Regarding GPT-4, its technical report only performs a singular multilingual benchmark (multilingual MMLU) without providing details on how the model was trained for multilingual capabilities. The paper should focus on baselines that emphasize multilinguality (e.g., LLaMA 3.1, Aya-model, BLOOMz, etc) and demonstrate that the targeted approach of TransLLM is able to outperform these generally trained multilingual models to validate its effectiveness. Additionally, The paper should demonstrate the generality and applicability of TransLLM by providing results for diverse languages with varying levels of resource availability.
Based on the authors' response, I would like to raise my score for the paper to 4, acknowledging that some of my concerns regarding the paper's experimental results have been partially addressed. However, I remain convinced that the paper requires further revision before acceptance, particularly in terms of its novelty and experimental focus.
Thank you for your valuable feedback.
Novelty. We would like to further clarify the novelty our work in the context of your concerns. While techniques like LoRA and multi-step continual pre-training are indeed well-established, our work introduces novel integrations that distinguish it from existing approaches. As noted by Reviewer vJuZ, our framework offers "detailed insights into critical decisions" through ablation studies and in-depth analysis. Each technique we utilize, including TCOT and LoRA, is motivated by the specific challenges inherent in transferring chat LLMs. For instance, TCOT enables the transfer of models without requiring advanced supervised data, such as human preference data. We enhance TCOT's performance by incorporating pre-training on translation and target language modeling. One of the key innovations in our approach is the Recovery KD technique, which, to the best of our knowledge, has not been proposed in prior work. Recovery KD allows us to preserve the original knowledge with LoRA fine-tuning.
Furthermore, our empirical findings are novel in demonstrating that the commonly used GPT-4 KD ( i.e. Alpaca dataset) is misleading when applied to chat LLM transformation. We demonstrate that Recovery KD combined with LoRA effectively recovers knowledge by enabling the LLM to learn generalizable patterns, which reduces the impact of LoRA parameters when generating English content. This insight has significant implications for mitigating catastrophic forgetting and could be applied to other tasks as well.

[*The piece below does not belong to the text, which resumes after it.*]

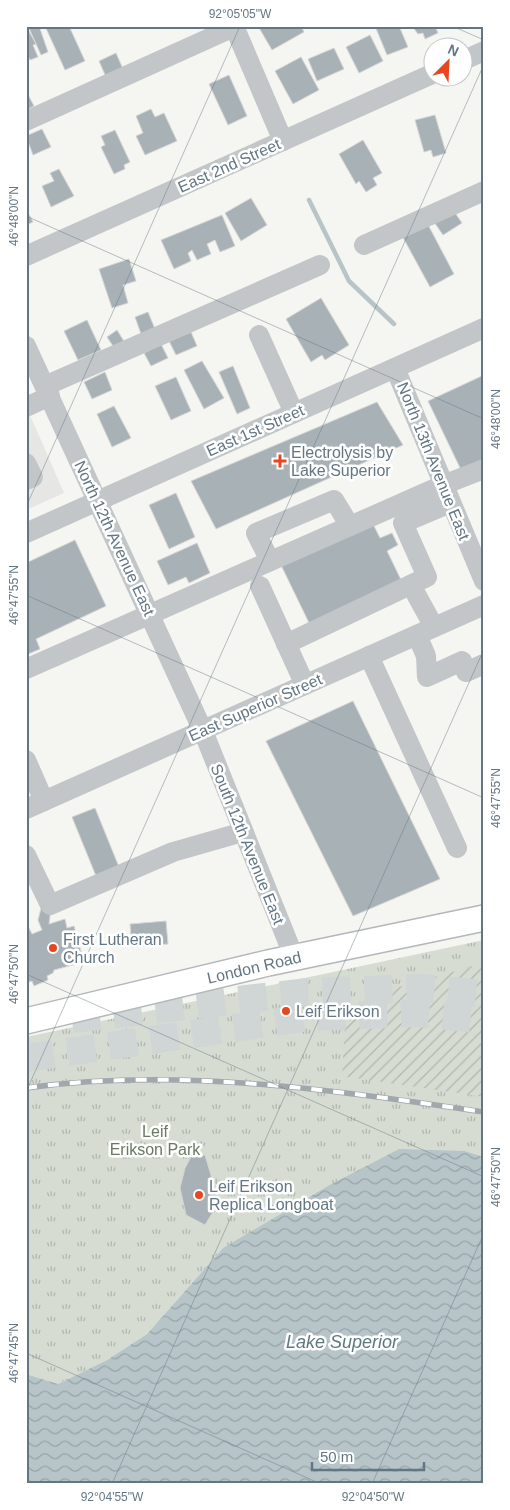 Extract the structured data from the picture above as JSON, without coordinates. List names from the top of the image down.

While novelty is one aspect of our contribution, our work also addresses a practical and significant challenge, as highlighted in your Strengths section. Our experiments demonstrate that we achieve superior performance despite using limited resources. More importantly, it contributes to enhancing the safety of non-English LLMs.
Multilingual Baselines. As you suggested, Llama 3.1 serves as a solid baseline for multilinguality. In our previous experiments, we compared Llama 3.1 on TH in Table 5, demonstrating that TransLLM improves the original TH performance. In Response to Weaknesses 3-4, we further enhance Llama 3.1's multilingual capabilities with MSFT. However, TransLLM still significantly outperforms MSFT across languages. Generally, multilingual LLMs perform on par with, or even worse than, language-specific models. In our previous experiments, we have shown superior performance against strong baselines tailored to individual languages. To further support this, we compare the Aya model (https://huggingface.co/CohereForAI/aya-101) on the Aya dataset in PT, TR, and TE, as shown in the table below. TransLLM outperforms the Aya model by a substantial margin.
Comparison between multilingual TransLLM and Aya-model on Aya-dataset:
| Lang | Win (%) | Tie (%) | Loss (%) | Δ |
|---|---|---|---|---|
| PT | 74.80 | 10.80 | 14.40 | 60.40 |
| TE | 66.80 | 9.20 | 24.00 | 42.80 |
| TR | 74.00 | 10.00 | 16.00 | 58.00 |
Language Resource Variation. Regarding the diversity of language resources, our experiments indeed cover a broad spectrum of resource availability. Following the categorization used in the Aya dataset (Table 5), we included languages such as Arabic (high resource), Thai, Portuguese, and Turkish (medium resource), and Telugu (low resource).
We hope that these clarifications will address your concerns.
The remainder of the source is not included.